§ WHAT IS EXPECTED: Copy each line containing the word "turn" from the records that follow, please.

§ INPUT:

[Start of section]

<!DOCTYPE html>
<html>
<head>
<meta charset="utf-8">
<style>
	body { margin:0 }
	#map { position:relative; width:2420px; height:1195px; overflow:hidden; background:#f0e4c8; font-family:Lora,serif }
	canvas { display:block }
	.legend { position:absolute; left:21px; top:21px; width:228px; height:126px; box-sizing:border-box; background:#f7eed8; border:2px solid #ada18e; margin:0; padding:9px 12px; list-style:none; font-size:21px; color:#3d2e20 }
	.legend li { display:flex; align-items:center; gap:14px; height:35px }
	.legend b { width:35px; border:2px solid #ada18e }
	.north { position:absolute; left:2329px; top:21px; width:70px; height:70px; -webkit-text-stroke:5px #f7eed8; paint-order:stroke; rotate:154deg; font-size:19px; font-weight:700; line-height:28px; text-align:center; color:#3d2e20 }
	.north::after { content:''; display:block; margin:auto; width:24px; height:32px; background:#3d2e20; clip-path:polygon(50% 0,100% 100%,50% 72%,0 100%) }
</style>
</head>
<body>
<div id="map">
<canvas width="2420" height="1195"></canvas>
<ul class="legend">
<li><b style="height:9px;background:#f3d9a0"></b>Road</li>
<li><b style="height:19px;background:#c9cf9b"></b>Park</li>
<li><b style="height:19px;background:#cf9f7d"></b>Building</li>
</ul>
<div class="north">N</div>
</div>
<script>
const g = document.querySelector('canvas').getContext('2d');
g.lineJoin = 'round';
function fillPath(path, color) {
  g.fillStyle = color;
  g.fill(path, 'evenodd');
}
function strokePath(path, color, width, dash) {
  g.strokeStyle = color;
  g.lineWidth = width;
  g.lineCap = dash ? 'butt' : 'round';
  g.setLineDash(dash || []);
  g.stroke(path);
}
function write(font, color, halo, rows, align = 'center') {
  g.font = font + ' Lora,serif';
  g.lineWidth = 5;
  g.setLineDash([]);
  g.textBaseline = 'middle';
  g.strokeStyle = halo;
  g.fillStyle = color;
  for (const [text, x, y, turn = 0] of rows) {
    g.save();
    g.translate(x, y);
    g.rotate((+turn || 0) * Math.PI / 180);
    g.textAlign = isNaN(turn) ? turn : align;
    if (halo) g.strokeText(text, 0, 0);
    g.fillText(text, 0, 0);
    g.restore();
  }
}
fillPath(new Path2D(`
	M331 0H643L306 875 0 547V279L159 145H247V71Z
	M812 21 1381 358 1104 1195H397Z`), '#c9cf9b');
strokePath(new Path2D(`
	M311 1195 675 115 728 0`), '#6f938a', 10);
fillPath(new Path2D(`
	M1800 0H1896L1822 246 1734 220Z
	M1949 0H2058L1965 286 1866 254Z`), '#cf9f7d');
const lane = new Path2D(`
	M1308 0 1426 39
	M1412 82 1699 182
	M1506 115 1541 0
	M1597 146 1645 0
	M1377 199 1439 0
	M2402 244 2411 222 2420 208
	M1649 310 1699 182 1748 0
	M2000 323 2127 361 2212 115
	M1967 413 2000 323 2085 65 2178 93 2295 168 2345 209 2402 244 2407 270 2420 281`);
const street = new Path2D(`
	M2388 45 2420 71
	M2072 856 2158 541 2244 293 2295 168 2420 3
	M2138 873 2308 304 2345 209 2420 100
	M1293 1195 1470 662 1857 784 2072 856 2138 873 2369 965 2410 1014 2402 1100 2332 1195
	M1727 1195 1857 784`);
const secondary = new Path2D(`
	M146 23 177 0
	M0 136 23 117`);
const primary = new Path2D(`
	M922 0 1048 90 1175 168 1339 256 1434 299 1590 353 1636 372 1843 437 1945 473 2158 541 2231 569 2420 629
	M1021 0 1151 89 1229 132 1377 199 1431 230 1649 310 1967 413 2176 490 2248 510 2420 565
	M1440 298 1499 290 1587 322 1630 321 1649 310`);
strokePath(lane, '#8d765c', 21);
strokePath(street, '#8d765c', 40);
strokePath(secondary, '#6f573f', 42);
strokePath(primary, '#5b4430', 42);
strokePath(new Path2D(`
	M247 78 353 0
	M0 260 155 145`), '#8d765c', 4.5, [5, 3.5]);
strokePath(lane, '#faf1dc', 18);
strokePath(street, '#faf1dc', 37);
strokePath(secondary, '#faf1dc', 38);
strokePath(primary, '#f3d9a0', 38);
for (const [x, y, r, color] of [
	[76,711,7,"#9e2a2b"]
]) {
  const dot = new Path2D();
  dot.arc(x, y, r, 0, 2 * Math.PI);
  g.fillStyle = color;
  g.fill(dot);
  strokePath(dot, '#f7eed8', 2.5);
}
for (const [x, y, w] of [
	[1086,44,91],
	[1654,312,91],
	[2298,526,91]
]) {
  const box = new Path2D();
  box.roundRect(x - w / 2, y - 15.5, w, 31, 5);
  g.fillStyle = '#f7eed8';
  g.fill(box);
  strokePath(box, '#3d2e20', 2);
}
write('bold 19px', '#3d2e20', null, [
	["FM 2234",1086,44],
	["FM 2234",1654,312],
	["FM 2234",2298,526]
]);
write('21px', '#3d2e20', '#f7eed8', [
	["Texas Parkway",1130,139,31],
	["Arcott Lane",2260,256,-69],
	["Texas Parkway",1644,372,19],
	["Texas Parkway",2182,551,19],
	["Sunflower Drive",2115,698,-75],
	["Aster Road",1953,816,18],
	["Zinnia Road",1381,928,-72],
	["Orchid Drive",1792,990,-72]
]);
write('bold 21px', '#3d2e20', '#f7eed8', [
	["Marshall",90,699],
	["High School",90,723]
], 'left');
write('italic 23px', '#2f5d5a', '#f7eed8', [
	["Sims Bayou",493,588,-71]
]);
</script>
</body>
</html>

[End of section]

§ SOLUTION FOR THIS PROBLEM:
  for (const [text, x, y, turn = 0] of rows) {
    g.rotate((+turn || 0) * Math.PI / 180);
    g.textAlign = isNaN(turn) ? turn : align;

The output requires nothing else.